Но это было еще не все. Потом шли слова, обращенные к Валентине, хотя почерк становился все более неразборчивым. Чем дольше следователь писал, тем быстрее покидали его силы.
Вглядываясь в жалкие каракули больного и поминутно отирая слезы, застилавшие ей глаза, молодая женщина продолжала читать:
«Сестра моя Валентина, позвольте, я буду называть Вас этим именем, которое так полюбил.

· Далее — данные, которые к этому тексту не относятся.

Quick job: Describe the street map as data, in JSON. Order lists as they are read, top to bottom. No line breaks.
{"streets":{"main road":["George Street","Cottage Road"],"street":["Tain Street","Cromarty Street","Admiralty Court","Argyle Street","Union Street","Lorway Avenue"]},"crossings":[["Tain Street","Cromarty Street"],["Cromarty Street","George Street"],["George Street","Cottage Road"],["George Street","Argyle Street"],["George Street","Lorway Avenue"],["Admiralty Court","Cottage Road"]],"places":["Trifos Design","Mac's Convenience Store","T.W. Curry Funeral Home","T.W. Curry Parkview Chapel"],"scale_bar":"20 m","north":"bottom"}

Теперь наша мать может заглянуть в мое сердце. Оно исцелилось от своей раны.
Я люблю Вас так, как позволено мне любить Вас Богом, который призывает меня к себе. Я люблю Вас, как ребенка, которым я когда-то восторгался и чей сон боялся нарушить.
Мы очень несчастны, сестра. Надеюсь, моя смерть положит конец нашим страданиям.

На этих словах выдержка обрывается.